> Activity
Would it be possible to copy exactly the lines from the one containing "Enumerate all labels, symbols" to the end of the entries, including both and nothing else?

━━━━

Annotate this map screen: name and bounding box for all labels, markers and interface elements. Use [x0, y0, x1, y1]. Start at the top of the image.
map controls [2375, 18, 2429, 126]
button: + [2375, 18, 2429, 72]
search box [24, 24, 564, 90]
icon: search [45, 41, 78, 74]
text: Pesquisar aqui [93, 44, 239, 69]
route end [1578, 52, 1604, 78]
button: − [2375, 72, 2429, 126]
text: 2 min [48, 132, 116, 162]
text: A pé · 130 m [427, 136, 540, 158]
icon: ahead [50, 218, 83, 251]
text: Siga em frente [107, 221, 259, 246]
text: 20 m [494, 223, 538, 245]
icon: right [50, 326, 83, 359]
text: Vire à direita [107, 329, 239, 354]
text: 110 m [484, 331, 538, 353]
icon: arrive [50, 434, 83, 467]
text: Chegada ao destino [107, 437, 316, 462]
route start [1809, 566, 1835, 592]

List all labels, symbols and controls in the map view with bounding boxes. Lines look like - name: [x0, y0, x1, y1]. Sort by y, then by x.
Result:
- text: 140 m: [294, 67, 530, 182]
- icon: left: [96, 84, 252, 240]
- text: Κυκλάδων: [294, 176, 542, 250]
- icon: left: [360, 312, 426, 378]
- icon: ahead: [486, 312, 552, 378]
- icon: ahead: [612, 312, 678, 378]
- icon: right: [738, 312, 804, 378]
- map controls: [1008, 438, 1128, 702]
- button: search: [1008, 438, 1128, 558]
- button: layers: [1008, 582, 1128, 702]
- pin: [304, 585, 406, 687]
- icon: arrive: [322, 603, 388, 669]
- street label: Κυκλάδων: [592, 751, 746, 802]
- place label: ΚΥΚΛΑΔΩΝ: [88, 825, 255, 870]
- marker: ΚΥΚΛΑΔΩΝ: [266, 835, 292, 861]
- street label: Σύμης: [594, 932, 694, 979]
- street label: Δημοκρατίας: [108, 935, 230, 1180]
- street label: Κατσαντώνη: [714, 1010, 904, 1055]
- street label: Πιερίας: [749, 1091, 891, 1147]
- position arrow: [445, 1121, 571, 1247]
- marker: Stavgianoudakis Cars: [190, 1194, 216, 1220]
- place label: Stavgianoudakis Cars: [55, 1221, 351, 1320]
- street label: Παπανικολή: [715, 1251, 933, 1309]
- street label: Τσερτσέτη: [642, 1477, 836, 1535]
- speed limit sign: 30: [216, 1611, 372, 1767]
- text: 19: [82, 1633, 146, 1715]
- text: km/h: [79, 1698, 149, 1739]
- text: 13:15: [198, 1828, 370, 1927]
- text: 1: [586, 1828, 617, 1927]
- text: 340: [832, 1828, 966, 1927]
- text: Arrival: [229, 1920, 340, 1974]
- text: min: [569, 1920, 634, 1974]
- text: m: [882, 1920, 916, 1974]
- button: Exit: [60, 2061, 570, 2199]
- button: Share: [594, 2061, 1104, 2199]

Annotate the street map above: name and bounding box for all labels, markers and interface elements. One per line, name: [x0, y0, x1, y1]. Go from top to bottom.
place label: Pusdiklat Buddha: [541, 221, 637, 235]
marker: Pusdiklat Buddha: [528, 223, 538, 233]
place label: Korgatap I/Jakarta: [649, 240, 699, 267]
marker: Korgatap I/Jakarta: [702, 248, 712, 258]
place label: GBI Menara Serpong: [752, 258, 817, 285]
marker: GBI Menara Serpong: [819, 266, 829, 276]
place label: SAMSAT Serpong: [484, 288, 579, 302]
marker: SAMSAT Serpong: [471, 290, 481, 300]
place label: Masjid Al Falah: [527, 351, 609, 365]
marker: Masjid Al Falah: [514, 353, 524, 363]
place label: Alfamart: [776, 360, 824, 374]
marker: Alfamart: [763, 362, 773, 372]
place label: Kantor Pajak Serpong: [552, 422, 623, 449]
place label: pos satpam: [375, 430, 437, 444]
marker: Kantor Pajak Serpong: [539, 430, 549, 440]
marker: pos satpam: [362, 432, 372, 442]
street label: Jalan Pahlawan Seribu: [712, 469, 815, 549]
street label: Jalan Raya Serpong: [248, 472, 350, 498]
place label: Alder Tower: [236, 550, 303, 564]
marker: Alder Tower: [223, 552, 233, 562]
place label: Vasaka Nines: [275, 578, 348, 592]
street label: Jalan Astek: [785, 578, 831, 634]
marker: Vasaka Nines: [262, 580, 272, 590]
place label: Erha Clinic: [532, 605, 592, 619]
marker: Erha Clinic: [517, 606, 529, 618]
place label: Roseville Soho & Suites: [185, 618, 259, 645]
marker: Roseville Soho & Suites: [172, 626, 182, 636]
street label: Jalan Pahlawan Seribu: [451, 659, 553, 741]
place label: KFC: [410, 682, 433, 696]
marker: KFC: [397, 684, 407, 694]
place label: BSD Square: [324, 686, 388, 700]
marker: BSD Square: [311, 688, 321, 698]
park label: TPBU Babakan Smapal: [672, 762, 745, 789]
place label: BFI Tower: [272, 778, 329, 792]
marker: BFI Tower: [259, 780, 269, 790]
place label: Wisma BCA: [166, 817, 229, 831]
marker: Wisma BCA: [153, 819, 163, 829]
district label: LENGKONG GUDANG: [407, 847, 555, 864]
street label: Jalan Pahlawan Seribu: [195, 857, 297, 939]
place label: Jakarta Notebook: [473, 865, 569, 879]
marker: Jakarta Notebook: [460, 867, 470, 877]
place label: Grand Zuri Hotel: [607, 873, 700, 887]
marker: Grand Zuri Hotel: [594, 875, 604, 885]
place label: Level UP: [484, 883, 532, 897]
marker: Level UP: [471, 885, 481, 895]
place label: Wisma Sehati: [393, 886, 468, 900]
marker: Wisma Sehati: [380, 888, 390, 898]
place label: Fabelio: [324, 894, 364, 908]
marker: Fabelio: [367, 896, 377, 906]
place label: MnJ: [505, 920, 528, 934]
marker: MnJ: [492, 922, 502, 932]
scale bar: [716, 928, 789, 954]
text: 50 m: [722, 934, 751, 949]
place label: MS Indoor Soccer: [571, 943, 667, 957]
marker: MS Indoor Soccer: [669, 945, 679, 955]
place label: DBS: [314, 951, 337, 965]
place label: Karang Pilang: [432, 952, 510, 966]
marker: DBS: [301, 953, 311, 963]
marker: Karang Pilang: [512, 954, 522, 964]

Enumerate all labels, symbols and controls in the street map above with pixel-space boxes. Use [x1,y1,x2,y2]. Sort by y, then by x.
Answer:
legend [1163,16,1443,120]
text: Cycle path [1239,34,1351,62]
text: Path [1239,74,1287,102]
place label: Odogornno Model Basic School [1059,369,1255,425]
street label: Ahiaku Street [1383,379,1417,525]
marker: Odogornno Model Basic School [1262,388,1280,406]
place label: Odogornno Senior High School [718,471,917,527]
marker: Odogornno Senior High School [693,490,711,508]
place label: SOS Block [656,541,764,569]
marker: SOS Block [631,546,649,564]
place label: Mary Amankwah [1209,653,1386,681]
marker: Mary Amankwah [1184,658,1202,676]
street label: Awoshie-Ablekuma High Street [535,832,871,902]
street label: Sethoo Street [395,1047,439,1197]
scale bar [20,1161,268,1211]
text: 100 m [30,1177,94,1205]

━━━━

> Exercise output
Enumerate all labels, symbols and controls in the street map above with pixel-space boxes. Use [x1,y1,x2,y2]. Sort by y, then by x.
Answer:
legend [1163,16,1443,120]
text: Cycle path [1239,34,1351,62]
text: Path [1239,74,1287,102]
place label: Odogornno Model Basic School [1059,369,1255,425]
street label: Ahiaku Street [1383,379,1417,525]
marker: Odogornno Model Basic School [1262,388,1280,406]
place label: Odogornno Senior High School [718,471,917,527]
marker: Odogornno Senior High School [693,490,711,508]
place label: SOS Block [656,541,764,569]
marker: SOS Block [631,546,649,564]
place label: Mary Amankwah [1209,653,1386,681]
marker: Mary Amankwah [1184,658,1202,676]
street label: Awoshie-Ablekuma High Street [535,832,871,902]
street label: Sethoo Street [395,1047,439,1197]
scale bar [20,1161,268,1211]
text: 100 m [30,1177,94,1205]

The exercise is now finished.